For a few seconds I’d suspected Oshbob, then I shook that off. That was ridiculous, sure there were ways to find the data online, and probably a way to figure out how to get access to the suit in the transport container, he’d had it popped open after all.
So, yeah, sure he could have someone that had figured out that when it was unpowered the right combination of sections to power, and to have found the controls for the deployment pins, but no.
There was also a theory that enough monkeys could write a fucking book, given enough time, and despite the evidence I’d seen, that was crazy talk.
No, it had to be Tyrannus.
That bastard had probably sold them to someone on the black market…
I paused, then started checking the various parts that Dondo had dropped off for me, and cursed even more.
They were in great condition sure, hell they were almost brand new… but that almost was the kicker. Here and there, if you know where to look, if you know which parts always jammed, and were always a bastard to remove?
I found matching scratches, both on the armor, and on the ‘new’ parts!
I was paying that fucking orc to buy my own suits goddamn parts off the black market!
For long minutes I sat there cushioned by the brand new bloody padding, and I seethed internally. Again, for a few seconds I considered if Oshbob could have somehow pulled this off, he was a sneaky shit after all, but… no.

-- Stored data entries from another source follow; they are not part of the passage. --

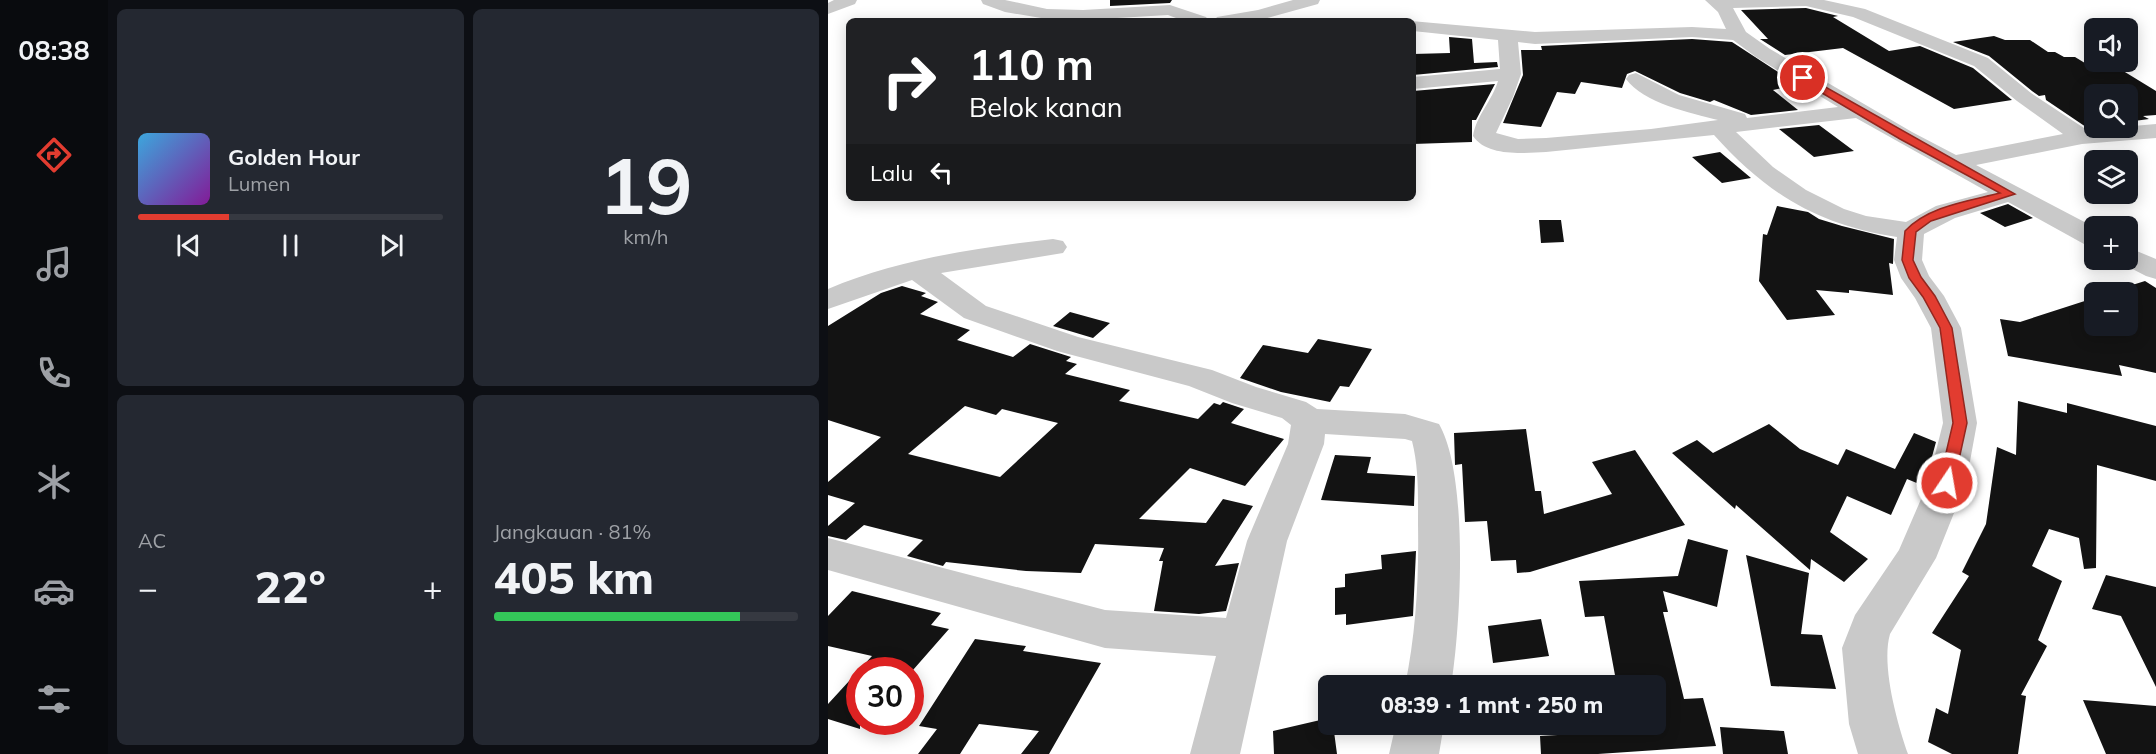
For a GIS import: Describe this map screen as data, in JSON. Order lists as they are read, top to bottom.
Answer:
{
  "page": {
    "tabs": "08:38",
    "tile": [
      ["19", "km/h"],
      "AC",
      ["Jangkauan · 81%", "405 km"]
    ],
    "map_buttons": ["+", "−"],
    "turn": ["110 m", "Belok kanan"],
    "song": ["Golden Hour", "Lumen"],
    "then": "Lalu",
    "heat": ["−", "22°", "+"],
    "limit": "30",
    "trip": "08:39 · 1 mnt · 250 m"
  }
}
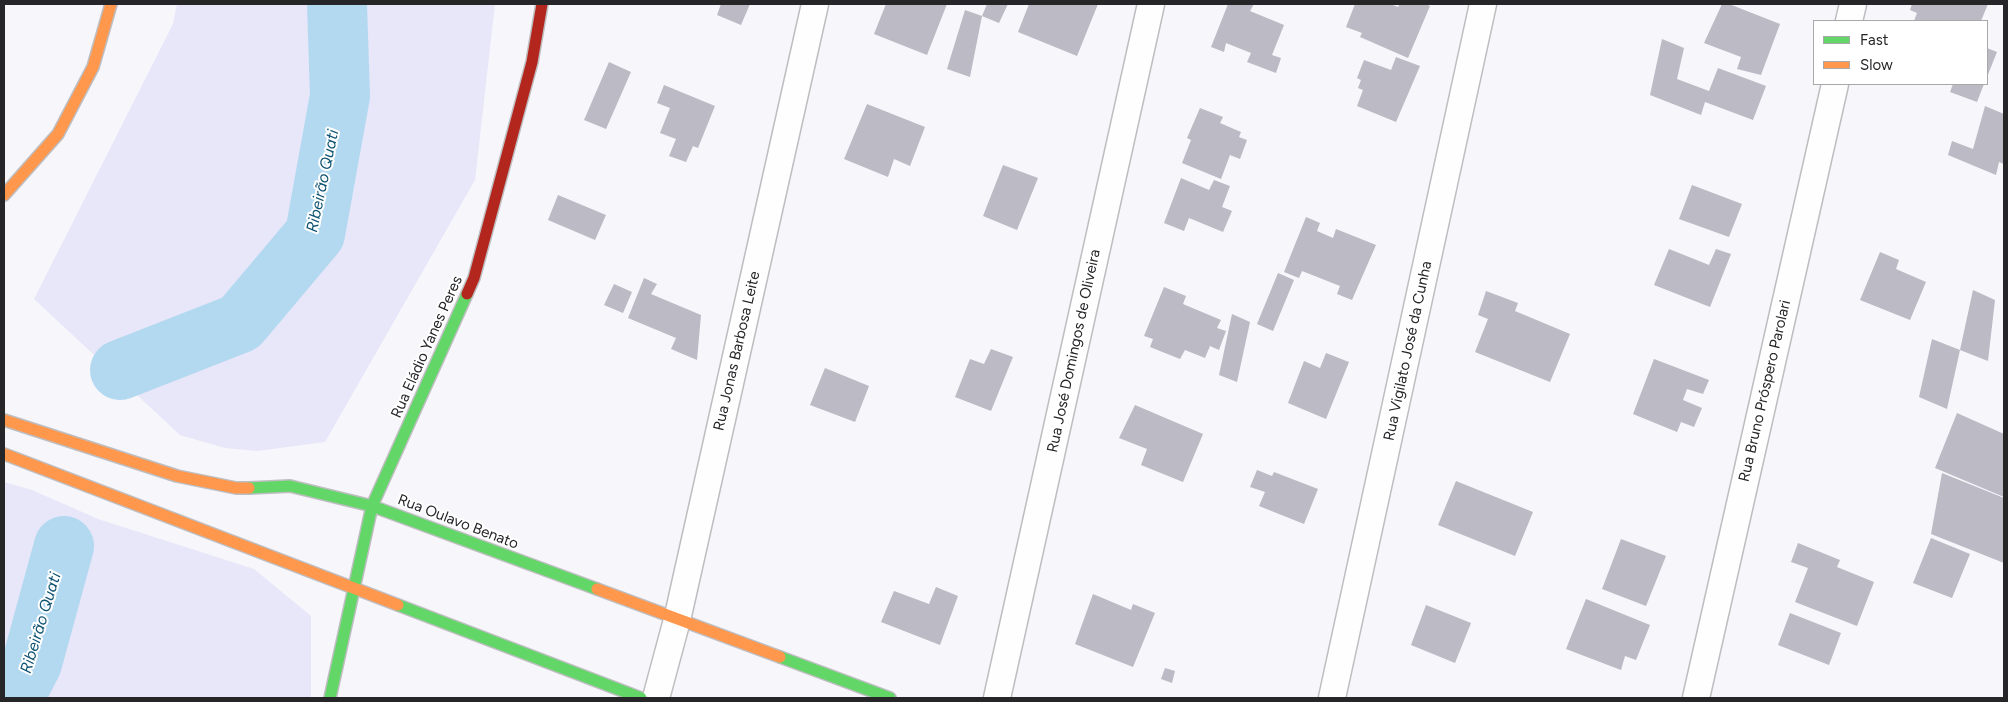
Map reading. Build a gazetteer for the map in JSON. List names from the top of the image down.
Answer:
{
  "streets": {
    "street": [
      "Rua Eládio Yanes Peres",
      "Rua Jonas Barbosa Leite",
      "Rua José Domingos de Oliveira",
      "Rua Vigilato José da Cunha",
      "Rua Bruno Próspero Parolari",
      "Rua Oulavo Benato"
    ]
  },
  "crossings": [
    ["Rua Eládio Yanes Peres", "Rua Oulavo Benato"],
    ["Rua Jonas Barbosa Leite", "Rua Oulavo Benato"]
  ],
  "water": ["Ribeirão Quati"],
  "legend": ["Fast", "Slow"]
}
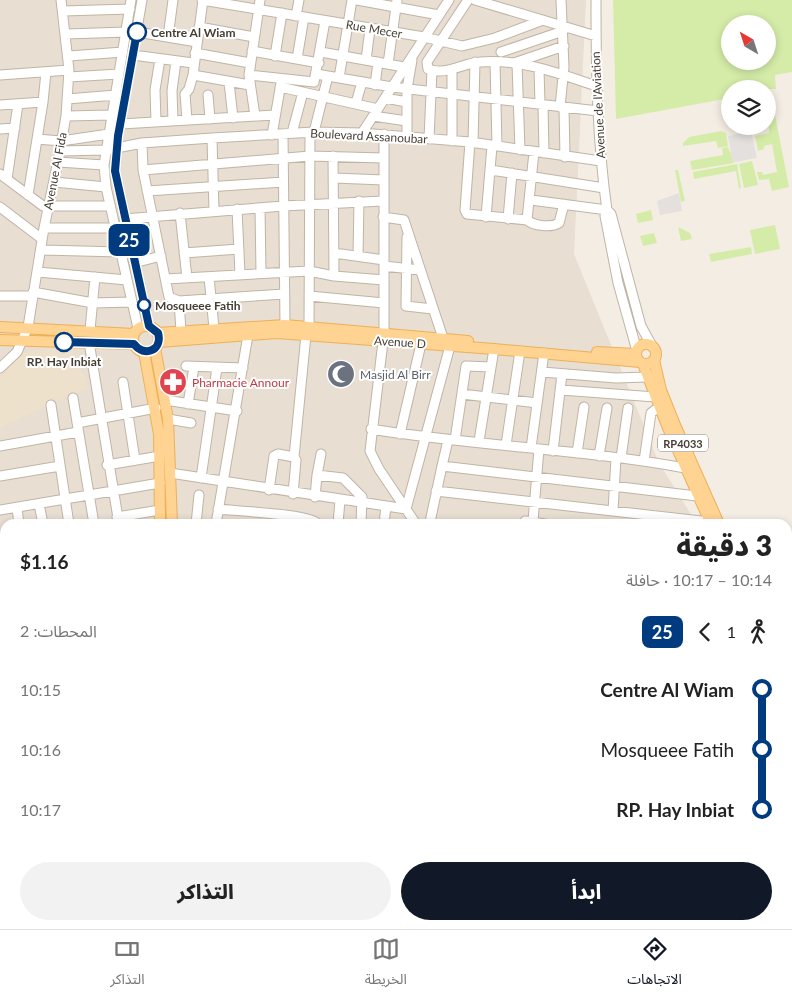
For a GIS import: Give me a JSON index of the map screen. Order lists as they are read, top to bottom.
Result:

No offence to him, nor to the girls, but orcs were generally dumb as shit. Sure, some of them were brighter than the rest, some were vastly more intelligent, freaks of nature, genetic mutations and all that, but no. All that I’d met of his crew so far were orcs, half orcs and goblins.
The exception was not the rule. For him to have people that could understand these systems, for them to figure their way around them? They’d need military experience, and at a classified level. No orc would be given that.
No, Tyrannus had been a desk jockey fuckhead, but he’d have had access to everything he needed to pull this off, and the motivation. I already knew he was a dick who’d sell his own mother given half a chance.
I dismissed the thought, and sat back, glaring at the systems before me, my reflection in the internal screens showing me just how much like a petulant child I looked right then.
After a few more minutes of anger—essentially spitting my fucking pacifier out—prompted by the sounds of the others moving around above me, I forced myself to focus on the good.
These parts I was getting would have all been checked for compatibility. They’d all have been tweaked to run with my particular suit, and the relevant coding patches that always needed to be done, despite the engineers assurances of ‘correct tolerances’ and such bullshit, they’d all have been done for me.
This was a good thing! It really was.
I managed to keep telling myself that for the rest of the next hour, until I added in the final sections to the power subsystems, and I triggered the primary boot.